You're listening to the Think New Thoughts Podcast with Emily Ricks, episode number 36. Your brain can build new roads.

I'm Emily Ricks, and this is Think New Thoughts, a life coaching podcast to help you find more joy in your relationships. In each episode, I'll share a simple idea that will help you see things in a new way, so you can love God, your neighbor, and yourself more deeply than you ever have before. If you're ready to literally change your mind, I think you'll like it here.

About two years ago, we got our basement finished. Normally, I park my van in the garage, but for this project, we moved everything that was in the basement into the garage, and I parked in the driveway for a couple months. And this was funny, because I've been parking in the garage for years, and so when it was time to go somewhere, I'd grab my keys, go through the laundry room and into the garage, and then realize that the car wasn't there. And then I would remind myself, hey, Emily, we gotta go out the front door.
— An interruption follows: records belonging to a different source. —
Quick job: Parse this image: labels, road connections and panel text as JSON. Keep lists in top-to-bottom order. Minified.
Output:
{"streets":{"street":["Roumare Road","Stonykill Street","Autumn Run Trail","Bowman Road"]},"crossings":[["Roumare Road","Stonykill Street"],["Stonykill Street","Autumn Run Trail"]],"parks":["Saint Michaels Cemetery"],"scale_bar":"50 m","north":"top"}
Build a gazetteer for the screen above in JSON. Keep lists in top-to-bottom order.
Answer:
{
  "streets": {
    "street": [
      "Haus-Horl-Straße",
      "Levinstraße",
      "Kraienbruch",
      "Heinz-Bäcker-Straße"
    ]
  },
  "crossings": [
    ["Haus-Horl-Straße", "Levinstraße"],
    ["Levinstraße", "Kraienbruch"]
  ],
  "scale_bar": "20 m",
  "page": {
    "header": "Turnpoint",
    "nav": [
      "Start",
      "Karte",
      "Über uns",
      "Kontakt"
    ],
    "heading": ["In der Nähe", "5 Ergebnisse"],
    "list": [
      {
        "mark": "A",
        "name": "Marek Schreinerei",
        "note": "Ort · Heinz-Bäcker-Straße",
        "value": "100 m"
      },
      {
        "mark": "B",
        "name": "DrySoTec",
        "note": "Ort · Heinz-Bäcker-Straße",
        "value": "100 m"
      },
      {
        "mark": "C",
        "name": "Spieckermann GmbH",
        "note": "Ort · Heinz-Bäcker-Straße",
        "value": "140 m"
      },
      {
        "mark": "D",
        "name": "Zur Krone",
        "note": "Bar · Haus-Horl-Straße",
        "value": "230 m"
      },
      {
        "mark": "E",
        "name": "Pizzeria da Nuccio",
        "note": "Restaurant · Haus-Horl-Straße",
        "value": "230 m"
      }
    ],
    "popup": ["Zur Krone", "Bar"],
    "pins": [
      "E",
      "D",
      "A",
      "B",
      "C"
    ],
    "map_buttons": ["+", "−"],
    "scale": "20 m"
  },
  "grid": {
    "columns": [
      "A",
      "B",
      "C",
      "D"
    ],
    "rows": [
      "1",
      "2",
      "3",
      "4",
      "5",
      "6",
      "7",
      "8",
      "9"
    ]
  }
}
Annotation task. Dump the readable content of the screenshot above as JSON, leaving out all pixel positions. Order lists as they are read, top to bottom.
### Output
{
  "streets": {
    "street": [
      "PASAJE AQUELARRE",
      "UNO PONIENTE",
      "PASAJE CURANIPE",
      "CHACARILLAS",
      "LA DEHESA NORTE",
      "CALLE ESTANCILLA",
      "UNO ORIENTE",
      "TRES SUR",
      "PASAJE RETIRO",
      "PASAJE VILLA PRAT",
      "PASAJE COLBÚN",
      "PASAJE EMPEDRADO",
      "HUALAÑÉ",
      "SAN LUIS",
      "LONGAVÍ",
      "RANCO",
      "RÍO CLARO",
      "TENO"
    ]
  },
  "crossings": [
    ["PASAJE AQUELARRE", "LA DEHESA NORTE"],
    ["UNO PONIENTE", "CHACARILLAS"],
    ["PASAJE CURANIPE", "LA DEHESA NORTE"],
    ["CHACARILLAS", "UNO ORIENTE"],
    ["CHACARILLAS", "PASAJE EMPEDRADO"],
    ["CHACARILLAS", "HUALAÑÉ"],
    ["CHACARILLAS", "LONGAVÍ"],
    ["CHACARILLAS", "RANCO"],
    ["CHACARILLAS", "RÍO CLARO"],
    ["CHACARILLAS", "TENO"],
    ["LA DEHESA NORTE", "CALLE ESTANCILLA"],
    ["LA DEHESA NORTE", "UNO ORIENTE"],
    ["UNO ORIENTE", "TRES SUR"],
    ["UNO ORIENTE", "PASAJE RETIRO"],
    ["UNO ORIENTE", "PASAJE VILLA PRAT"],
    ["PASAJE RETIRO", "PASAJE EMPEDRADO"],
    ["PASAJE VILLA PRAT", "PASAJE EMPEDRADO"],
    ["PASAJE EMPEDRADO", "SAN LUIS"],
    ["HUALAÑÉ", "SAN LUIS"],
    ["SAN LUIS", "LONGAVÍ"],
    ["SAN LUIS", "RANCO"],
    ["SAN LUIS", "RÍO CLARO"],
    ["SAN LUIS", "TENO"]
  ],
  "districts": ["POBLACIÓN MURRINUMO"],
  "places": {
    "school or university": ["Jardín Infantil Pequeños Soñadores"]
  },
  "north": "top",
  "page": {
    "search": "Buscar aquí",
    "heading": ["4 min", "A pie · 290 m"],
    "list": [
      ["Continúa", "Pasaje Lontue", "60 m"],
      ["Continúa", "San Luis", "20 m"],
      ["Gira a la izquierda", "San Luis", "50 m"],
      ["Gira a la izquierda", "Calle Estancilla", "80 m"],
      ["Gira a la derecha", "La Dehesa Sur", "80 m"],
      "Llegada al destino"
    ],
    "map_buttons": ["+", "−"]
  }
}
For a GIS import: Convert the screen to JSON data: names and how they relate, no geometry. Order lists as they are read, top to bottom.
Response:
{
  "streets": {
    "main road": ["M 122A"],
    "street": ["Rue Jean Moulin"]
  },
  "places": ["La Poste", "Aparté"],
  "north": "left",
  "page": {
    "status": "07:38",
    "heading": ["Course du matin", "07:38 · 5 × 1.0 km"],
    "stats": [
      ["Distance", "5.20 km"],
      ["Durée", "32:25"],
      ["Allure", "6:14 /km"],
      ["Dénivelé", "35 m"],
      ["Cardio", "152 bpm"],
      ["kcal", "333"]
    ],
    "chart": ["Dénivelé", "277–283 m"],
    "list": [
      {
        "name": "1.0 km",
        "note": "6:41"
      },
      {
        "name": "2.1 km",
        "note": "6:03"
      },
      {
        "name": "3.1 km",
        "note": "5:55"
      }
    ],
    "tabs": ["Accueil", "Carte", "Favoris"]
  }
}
Your car is parked in the driveway now, remember? And some days I would remember, and go straight out the front door, but I've gone out the laundry room and through the garage thousands of times. So a lot of times, I would just go on autopilot and forget, and end up in the garage, and then realize my car wasn't there, and then I needed to go out the front door. Have you heard of the 21-90 rule? Some experts suggest that it takes around 21 days to form a new habit, and about 90 days to integrate it into a more permanent lifestyle change.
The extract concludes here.